Our data indicate that the effects of NAC on VC, DLco and CPI were significantly better if the baseline CPI was low (≤ 50 points), i.e. in the less severe cases. This finding is in line with findings from previous studies and may suggest the presence of specific disease processes in severe disease states [1518].

With respect to the clinical relevance of the changes observed several authors have demonstrated in IPF cohorts that small changes of FVC or DLco during the first 6 to12 months eventually result in major survival differences during the following years [13, 1922]. Consequently, small treatment effects achieved with high dose NAC therapy may impact survival significantly in the long run [23]. A long-term clinical trial testing NAC in IPF is clearly warranted.

Regarding IPF mortality it should be noted that lung function deterioration could be documented before death only in a minority of patients (26,7%), whereas the majority of patients (53.3%) died with rapid deterioration within three months of treatment not allowing for control lung function measurements before death. This may imply that a decline of lung function does not precede a fatal disease exacerbation, as hypothesized previously [22] or simply that the intervals at which control measurements of lung function were scheduled were too long. This should be considered in future studies. A considerable number of patients died from coexisting cardiac disease. This observation should draw attention to potential comorbidities like coronary artery and left heart diseases as well as pulmonary hypertension associated with IPF which may warrant specific treatment approaches [24].

There are limitations of our study. The completers/non-completers groups used for comparisons do not represent predefined and stratified subgroups.

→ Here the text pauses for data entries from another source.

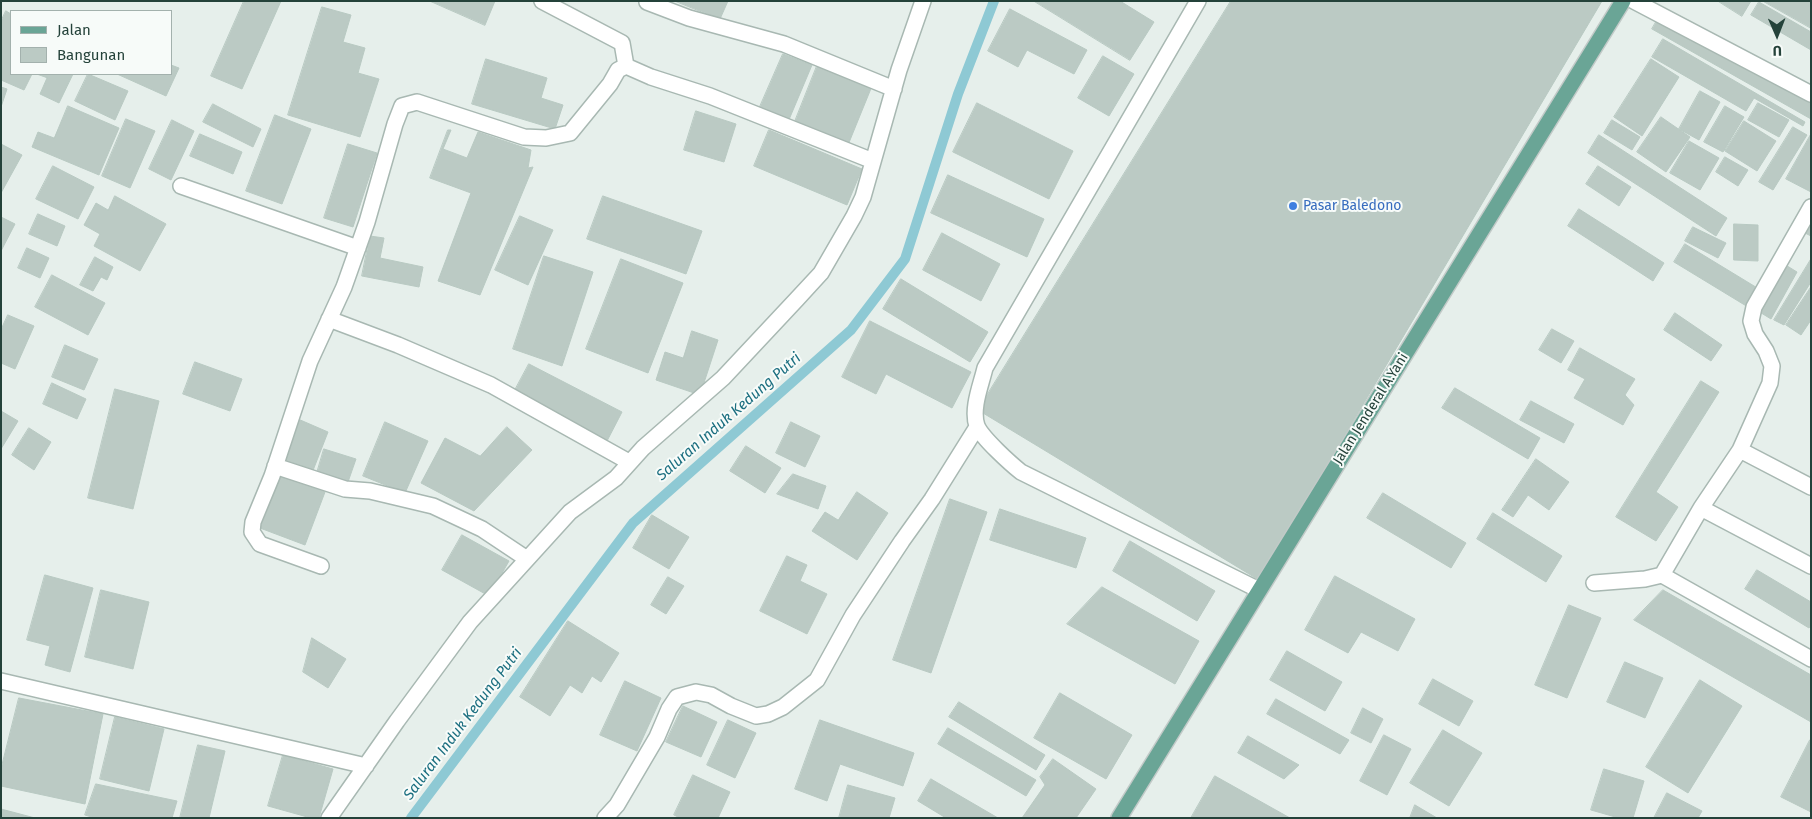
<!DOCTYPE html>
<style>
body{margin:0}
#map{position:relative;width:1812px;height:819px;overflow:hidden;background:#e6efeb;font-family:"Fira Sans",sans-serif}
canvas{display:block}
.frame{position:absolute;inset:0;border:2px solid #24423a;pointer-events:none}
.legend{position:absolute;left:10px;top:10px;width:162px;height:65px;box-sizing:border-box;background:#f7fbf9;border:1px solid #a3b1ad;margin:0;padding:6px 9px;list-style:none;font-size:15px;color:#24423a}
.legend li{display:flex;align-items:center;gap:10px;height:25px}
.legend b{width:25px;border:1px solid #a3b1ad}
.north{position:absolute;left:1752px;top:10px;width:50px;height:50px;-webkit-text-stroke:4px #f7fbf9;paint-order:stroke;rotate:179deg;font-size:14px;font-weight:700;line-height:20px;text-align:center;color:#24423a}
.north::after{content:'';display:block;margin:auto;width:18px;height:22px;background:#24423a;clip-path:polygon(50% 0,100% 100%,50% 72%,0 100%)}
</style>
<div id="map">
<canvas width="1812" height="819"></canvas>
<div class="frame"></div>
<ul class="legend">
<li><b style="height:6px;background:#6aa596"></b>Jalan</li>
<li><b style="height:14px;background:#bbcac4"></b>Bangunan</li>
</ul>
<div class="north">U</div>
</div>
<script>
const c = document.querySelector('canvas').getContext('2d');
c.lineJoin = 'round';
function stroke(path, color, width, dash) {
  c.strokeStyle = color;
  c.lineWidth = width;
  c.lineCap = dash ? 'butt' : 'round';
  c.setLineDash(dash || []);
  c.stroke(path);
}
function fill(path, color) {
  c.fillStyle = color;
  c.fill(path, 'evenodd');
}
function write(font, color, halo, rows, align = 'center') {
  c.font = font + ' "Fira Sans",sans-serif';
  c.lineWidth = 4;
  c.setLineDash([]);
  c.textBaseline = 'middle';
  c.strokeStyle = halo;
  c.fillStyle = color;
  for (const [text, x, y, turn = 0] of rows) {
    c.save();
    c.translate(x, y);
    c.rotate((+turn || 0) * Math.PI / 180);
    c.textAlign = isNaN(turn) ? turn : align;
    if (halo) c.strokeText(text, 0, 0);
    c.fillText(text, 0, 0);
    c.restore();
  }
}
const stream = new Path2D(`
 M411 818 633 523 851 330 905 259 958 94 994 1`);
const building = new Path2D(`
 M244 1H281L242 89 211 76Z
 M430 1H495L485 25Z
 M675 1H728L720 19Z
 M1034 1H1120L1154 22 1130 60Z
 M1231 1H1602L1259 580 978 410Z
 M1718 1H1751L1742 16Z
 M1763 1H1811V28Z
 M1759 2 1811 32V50L1751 15Z
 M322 7 351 15 343 42 365 48 358 73 379 79 360 137 288 115Z
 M1010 9 1087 50 1074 74 1027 50 1018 67 988 51Z
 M6 11 11 14V74H32L24 90 1 80V21Z
 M1659 17 1811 103V119L1652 29Z
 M1663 39 1805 122 1803 126 1754 98 1746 111 1652 57Z
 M783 54 812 65 788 122 759 109Z
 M1103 56 1134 74 1109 116 1078 98Z
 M486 59 547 78 541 98 563 105 555 129 472 104Z
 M1651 59 1679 77 1642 136 1614 117Z
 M171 65 179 68 166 96 117 74H171Z
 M817 66 872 86 848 145 794 124Z
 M37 74H73L59 103 40 94 47 78Z
 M88 74 128 91 115 120 75 101Z
 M1 87 7 89 1 107Z
 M1700 91 1720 102 1699 140 1679 129Z
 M977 103 1073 151 1049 199 953 152Z
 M1758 103 1789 120 1779 137 1748 120Z
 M213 104 261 129 253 147 203 122Z
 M68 106 119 128 99 175 32 147 38 132 54 138Z
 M1725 106 1744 117 1723 152 1704 142Z
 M696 111 736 124 724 162 684 150Z
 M275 115 311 129 282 204 246 191Z
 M1661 117 1690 137 1666 172 1637 152Z
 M126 119 155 131 130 188 102 176Z
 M172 120 194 131 171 180 149 169Z
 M1612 120 1640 137 1632 150 1604 133Z
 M1744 121 1776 141 1757 171 1725 151Z
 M1793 127 1807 135 1773 190 1759 182Z
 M448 130H451L443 149 467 158 478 132 531 150 528 168 533 167 480 295 438 281 471 193 430 178Z
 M769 130 862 169 847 205 754 166Z
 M200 134 242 152 233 174 190 156Z
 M1811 134V192L1786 179Z
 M1599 135 1727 218 1716 236 1588 153Z
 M1689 141 1719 158 1700 190 1670 173Z
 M1 144 22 155 1 193Z
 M348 144 377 153 353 227 324 218Z
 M1725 157 1748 170 1738 186 1716 172Z
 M53 166 94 187 78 219 36 199Z
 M1598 166 1631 187 1619 206 1586 184Z
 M948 175 1044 219 1027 257 931 213Z
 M115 196 166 224 140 271 94 246 100 234 84 225 96 203 108 210Z
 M603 196 702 231 686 274 587 239Z
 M1579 209 1664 263 1653 281 1568 226Z
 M38 214 65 226 57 246 29 234Z
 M1811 214V236L1801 231Z
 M520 216 553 230 528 285 495 270Z
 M1 217 15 224 1 251Z
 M1734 224 1758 225V261L1734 260Z
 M1693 227 1726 243 1718 258 1685 241Z
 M942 233 1000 264 981 301 923 270Z
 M370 236 384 238 380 258 423 267 419 287 362 276Z
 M1685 244 1759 289 1748 307 1674 262Z
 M27 248 49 258 40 278 18 268Z
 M544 256 593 272 562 366 513 349Z
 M95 257 113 267 107 280 101 277 93 291 80 285Z
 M621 259 683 283 648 373 586 349Z
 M1811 259V282L1784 325 1774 320Z
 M1784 264 1797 272 1771 319 1758 311Z
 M52 275 105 303 88 335 35 307Z
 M901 279 988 332 970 362 883 309Z
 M1811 287V320L1801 335 1786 325Z
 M1675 313 1722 345 1711 361 1664 330Z
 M8 315 34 326 15 369 1 363V330Z
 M870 321 971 372 952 408 886 374 876 394 842 377Z
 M1552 329 1574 341 1561 363 1539 350Z
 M692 331 718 340 700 395 656 380 665 352 683 358Z
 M65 345 98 359 84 390 52 377Z
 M1580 348 1635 379 1625 395 1634 405 1623 425 1574 398 1585 379 1568 370Z
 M195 362 242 379 230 411 183 394Z
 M529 364 622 412 607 441 514 392Z
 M1701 381 1719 392 1656 492 1678 507 1656 541 1616 517Z
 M52 383 86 399 77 419 43 404Z
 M1455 388 1540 438 1528 459 1442 408Z
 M115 389 159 401 133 509 88 498Z
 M1531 401 1574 424 1564 443 1520 420Z
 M1 411 18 421 1 449Z
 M298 419 328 432 312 473 281 460Z
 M385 422 428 441 405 493 363 476Z
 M791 422 820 436 805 467 776 453Z
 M507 427 532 450 474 511 421 483 445 438 480 456Z
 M29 428 51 442 34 470 12 455Z
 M746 446 781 468 765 493 730 471Z
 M324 449 356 459 348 482 317 473Z
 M1536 459 1569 482 1549 510 1528 495 1513 517 1502 510Z
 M793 474 826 486 818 509 777 494Z
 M281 475 325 492 305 545 260 528Z
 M857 492 888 513 857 560 812 531 825 512 838 520Z
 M1383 493 1466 543 1451 568 1367 518Z
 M950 499 987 512 931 673 893 660Z
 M1000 509 1086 538 1076 568 990 540Z
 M1493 513 1562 556 1546 582 1477 539Z
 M652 515 689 537 669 569 633 548Z
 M462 535 509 561 489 596 442 570Z
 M1130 541 1215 591 1197 621 1113 571Z
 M787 556 807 565 800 581 827 594 807 634 760 611Z
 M1757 570 1811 602V625L1809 628 1745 589Z
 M45 575 93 588 70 672 45 665 50 646 27 640Z
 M1335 576 1415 619 1398 651 1361 632 1348 653 1305 630Z
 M668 577 684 586 666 614 651 605Z
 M1102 587 1199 641 1175 684 1067 624Z
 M101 590 149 602 133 669 85 657Z
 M1663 590 1811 675V722L1634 620Z
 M1569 605 1601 618 1567 698 1535 685Z
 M568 621 619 653 601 682 592 676 582 693 570 685 550 716 520 697Z
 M312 638 346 659 328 688 303 672Z
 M1287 651 1342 682 1325 711 1270 680Z
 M1625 662 1663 678 1645 718 1607 702Z
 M1433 679 1473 701 1459 726 1419 704Z
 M1700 680 1742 706 1688 793 1646 767Z
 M625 681 661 698 637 751 600 735Z
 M1060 693 1132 735 1106 779 1034 738Z
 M19 698 103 714 85 804 1 786V769Z
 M1276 699 1349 740 1340 754 1267 714Z
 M959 702 1045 755 1036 770 949 717Z
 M683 706 717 722 701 757 666 742Z
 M1363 708 1383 719 1371 743 1351 733Z
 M115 717 164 729 149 791 100 779Z
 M728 720 756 733 735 778 707 765Z
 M820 720 914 753 903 786 840 764 827 801 795 789Z
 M948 728 1036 780 1026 796 938 744Z
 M1443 730 1482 753 1449 806 1410 783Z
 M1384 735 1411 749 1387 795 1360 781Z
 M1248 736 1299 765 1284 779 1238 753Z
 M1810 740H1811V812L1781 797Z
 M198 745 225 751 209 818H180Z
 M283 755 333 769 319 818H311L268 806Z
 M1053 759 1096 789 1076 818H1022L1045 785 1040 777Z
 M1604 769 1644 781 1633 818H1619L1591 810Z
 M693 775 730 792 718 818H680L674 815Z
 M1215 776 1290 818H1191Z
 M931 779 998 818H946L918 801Z
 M96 784 177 801 172 818H95L85 815Z
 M848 785 895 798 889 818H839Z
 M1667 793 1702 811 1698 818H1654Z
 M1415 805 1437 818H1410Z
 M1 809 35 818H1Z`);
const minor = new Path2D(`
 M542 1 622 43 626 66
 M1198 1 985 368C981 385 971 409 977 426 982 438 1011 464 1021 472L1259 590
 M1634 1 1811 94
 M647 2 689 18 784 44 894 89
 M181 186 358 248
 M329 319 398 345 491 385 629 462
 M1740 450 1811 487
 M275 466 345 489 370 491 433 506 482 529 527 559
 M1701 508 1811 566
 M321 566 260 544 252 532 253 522 272 476 310 361 344 287 367 222 395 124 402 106 417 102 524 137 546 138 570 133 610 84 618 70 626 66 651 77 710 96 873 161
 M1662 575 1701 508 1740 450 1770 383 1772 366 1766 351 1755 334 1751 321 1754 307 1811 207
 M1594 583 1645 579 1662 575 1811 659
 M1 681 366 766
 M329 818 397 721 470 622 570 512 616 478 643 448 723 378 797 299 821 273 854 216 863 197 899 70 923 1
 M605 818 617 805 657 737 669 709 677 697 696 692 711 695 731 706 756 716 768 714 783 707 817 680 853 615 902 541 932 499 977 427`);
const major = new Path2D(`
 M1119 818 1623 1`);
const markers = [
 [1293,206,5,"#3f7fe0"]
];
const shopNames = [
 ["Pasar Baledono",1303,206]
];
const streetNames = [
 ["Jalan Jenderal A.Yani",1371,409,-58]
];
const waterNames = [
 ["Saluran Induk Kedung Putri",729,417,-41],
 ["Saluran Induk Kedung Putri",463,724,-53]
];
stroke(stream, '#8ec9d4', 10);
fill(building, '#bbcac4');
stroke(building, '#b8c9c2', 1);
stroke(minor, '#a8b8b2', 18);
stroke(major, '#c2cac8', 18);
stroke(minor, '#fff', 15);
stroke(major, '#6aa596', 15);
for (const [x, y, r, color] of markers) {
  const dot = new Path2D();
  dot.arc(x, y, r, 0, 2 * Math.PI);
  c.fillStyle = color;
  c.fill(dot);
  stroke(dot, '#f7fbf9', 2);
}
write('14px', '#366cbe', '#f7fbf9', shopNames, 'left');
write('14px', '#24423a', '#f7fbf9', streetNames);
write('italic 15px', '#1c6f80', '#f7fbf9', waterNames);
</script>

Therefore, the groups differ e.g. with respect to baseline lung function. On the other hand it is not surprising and reassuring that the non-completer group presented worse baseline values. The explorative statistical analysis presented here was done without correction for multiple testing, thus limiting its use for clinical decision making. Moreover, our data do not allow firm conclusions to be drawn on whether the treatment effects observed are contributable to NAC alone or can be achieved only when using triple therapy of prednisone, azathioprine, and high-dose NAC. Finally, it may be argued that intention to treat is the only acceptable study design; although we do not question this dictum for the pivotal analysis, additional exploratory analyses, as the one presented here, may allow a better understanding of the data structure and robustness and may help to generate new hypothesis and should, therefore, also be made accessible.

Conclusion

Taken together the data presented here corroborate the results of the pivotal paper [7] and support the use of high-dose NAC in patients with IPF. Although the effect size appears relatively small, the lack of serious side effects allows a positive risk-to-benefit assessment. Notably, our present analysis suggests that patients with less progressed disease (CPI ≤ 50 points) may have a more favourable response. Consequently, "triple therapy" - prednisone, azathioprine plus high-dose NAC - is a seizable treatment option for IPF patients. Referring to the available evidence the recent ILD Guideline published by the British Thoracic Society incorporated a weak recommendation (C) in favour of high-dose NAC in combination with prednisone and azathioprine for IPF patients [25].